Updated weakly.

John P. has a PATREON. / King-Cat 82 is OUT.



Thursday, June 23, 2016

A WALK IN THE WOODS AND LIFE


It's been a rough, weird spring, with health problems knocking me out and dropping me behind on everything and always trying to catch up and feeling like I'm never getting anywhere. So lately, I've been trying to keep things in balance, and that means getting outside and working in our yard, or going for walks in the woods and fields around Beloit.

As always, whatever state of turmoil I may find myself in, a walk outdoors usually relieves it. Recently I've been out hiking in the Stateline Restoration Prairie, where the June blooms are rockin', or out at the J. Norman Jensen Forest Preserve, where I keep looking for Pileated Woodpeckers, but only find beautiful Orioles or Goldfinches or Red-headed Woodpeckers etc.


One of my favorite bends in the Rock River.

Path into the woods.

Ruins of old fireplace, out in the woods.

Sometimes the world is so beautiful, it almost seems like I'm hallucinating.

Can you find the Great Blue Heron in this picture?

Can you find the muskrat in this picture? 

Keep runnin' up that hill.

Just another day in Paradise.

Otherwise, I woke up the Sunday of CAKE with more hearing problems. Not as bad as following DINK, when I went wholly deaf in my right ear, but bad enough that it got me thinking. As you surely know, I went though about a decade of very serious illness, during which time I became somewhat of a recluse. My health was not good enough to travel, except in the most emergency type situations. Finally circa 2007 or so, I finally began to feel well enough to get out on the road again. At first it was difficult, but then in 2009 I turned into a road dawg. I hit every show, festival, signing and event I could reasonably or even not-so-reasonably attend. It felt great after 10 years of solitude to get out into the world, meet people again, visit new places, etc. But I'm now beginning to feel like the energy and health I'd saved up in those ten years has dissipated again. Like it's time for me to pull back once more.

I've canceled my table at SPX 2016, my one remaining long-distance show of the year. The Jenny Zervakis Strange Growths book, which we'd hoped to debut at SPX, will now debut at CAKE 2017. I'll still attend the remaining few very-local shows left (Madison Print and Resist and Milwaukee Zine Fest, both in the fall), but otherwise I'm staying put.

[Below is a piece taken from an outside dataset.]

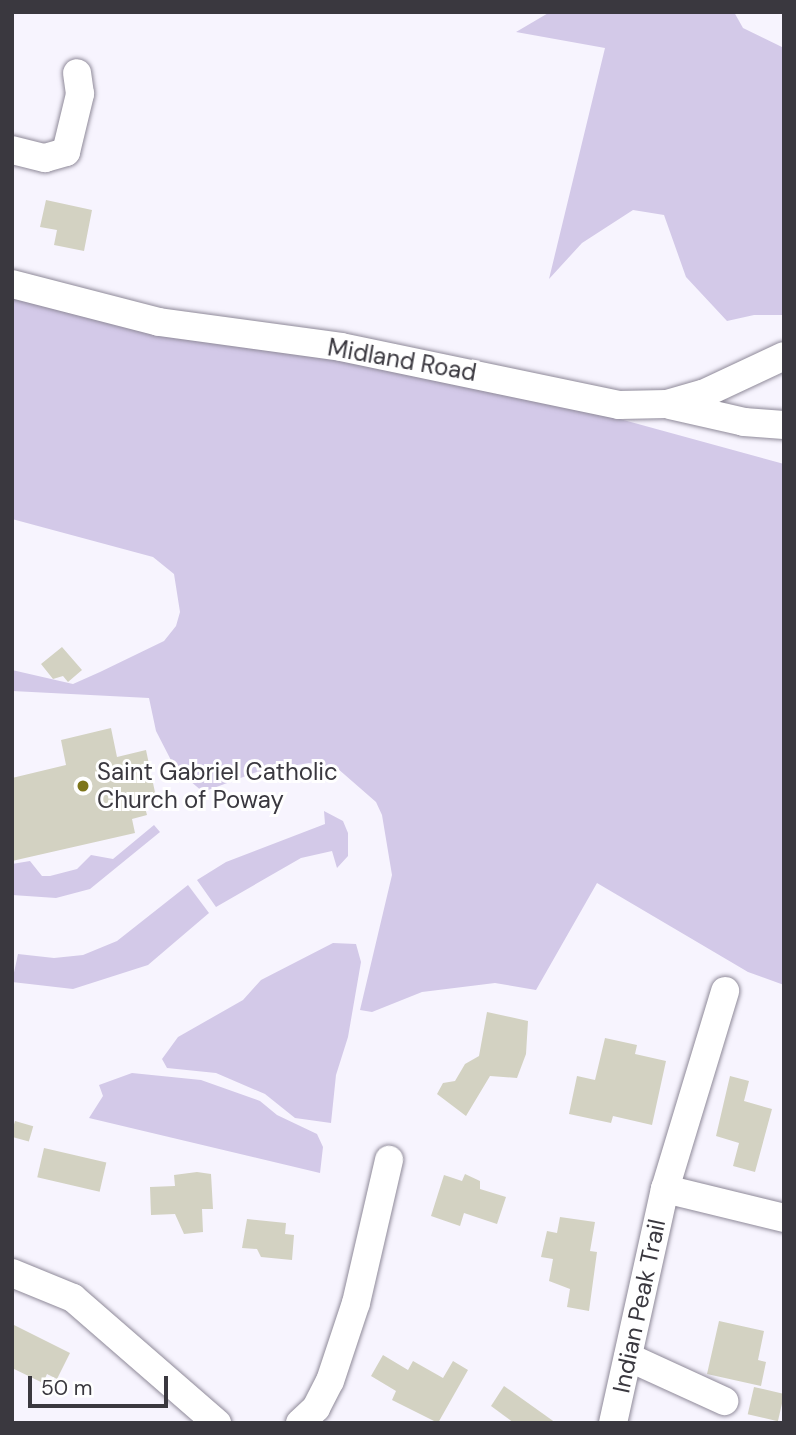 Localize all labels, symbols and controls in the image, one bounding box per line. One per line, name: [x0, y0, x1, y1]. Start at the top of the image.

Clearing my slate like this is a huge relief.  Summer is here, and I'm looking forward to spending it outdoors, or drawing my own comics, or watching the Honeymooners, digging in the yard or painting the shed. Planting some real roots.

King-Cat #76 is at the printers, and #77 is partway drawn, with all the pages allotted for. I wanna have that out before the end of the year. I wanna dig down inside myself again. I promise to bring out whatever I find there.

LOVE YOU ALL,
John P.

Thursday, June 16, 2016

CAKE PATTER


So, last weekend was CAKE, the beloved and well-appreciated Chicago Alt-Comics festival. In a last minute push I managed to overcome my inertia and got a small print run of the new King-Cat printed for the show. (The main run, which goes out to stores and subscribers etc, will be coming soon.) 


If you read my previous post, you know that I've been approaching if not reaching Maximum Burnout­® as far as the convention circuit is concerned. But CAKE is my hometown show, and I think the best alt-comics show in the country right now. It's well attended, well-organized, and has an extremely high quality level. It feels like an old-tyme comics show, where the focus is back on creative individuality and risk taking, versus Adventure Time wannabee clones and trendhopping, intentional mediocrity. Almost every table at CAKE is primo, with some of the best and most interesting cartoonists of our time in attendance.

 The view from the Spit and a Half table, Saturday.

The Hon. Zak R. Sally, my next door neighbor and best bud.

 
British writer Dean Simons and Kilgore Books impresario, Dan Stafford.

 
Sgt. Huizenga of the Lake County Sheriff's Police.

 
Mardou interviews Zak for Comics Workbook.

 
My other neighbors were Keiler and Scott Roberts and their daughter Xia, who drew a picture of a groundhog and a beaver dancing for me. 

So anyhow, the show was great. And then. Somehow I made it through the entire day Sunday, from 11-6, at one of the biggest LGBTQ Centers in Chicago, without ever hearing about the shooting in Orlando. As I was loading out that evening, I noticed all the security in bullet proof vests everywhere, and I asked what was going on. It was then that I found out what had happened.

Walking out then onto Halsted Street, the historic heart of Chicago's LGBTQ community, I was stunned into speechlessness and heartbreak. The people moving down the street, rainbow flags draped over their shoulders, it all seemed like an eerie, terrible dream.

Let me just say out loud that I treasure my many gay, lesbian, bi, trans and otherwise queer friends. I can't imagine-- if I felt as stunned, scared, and furious as I did-- how you all must feel. For whatever it's worth, my love is here with you, along with the love of all your millions of supporters.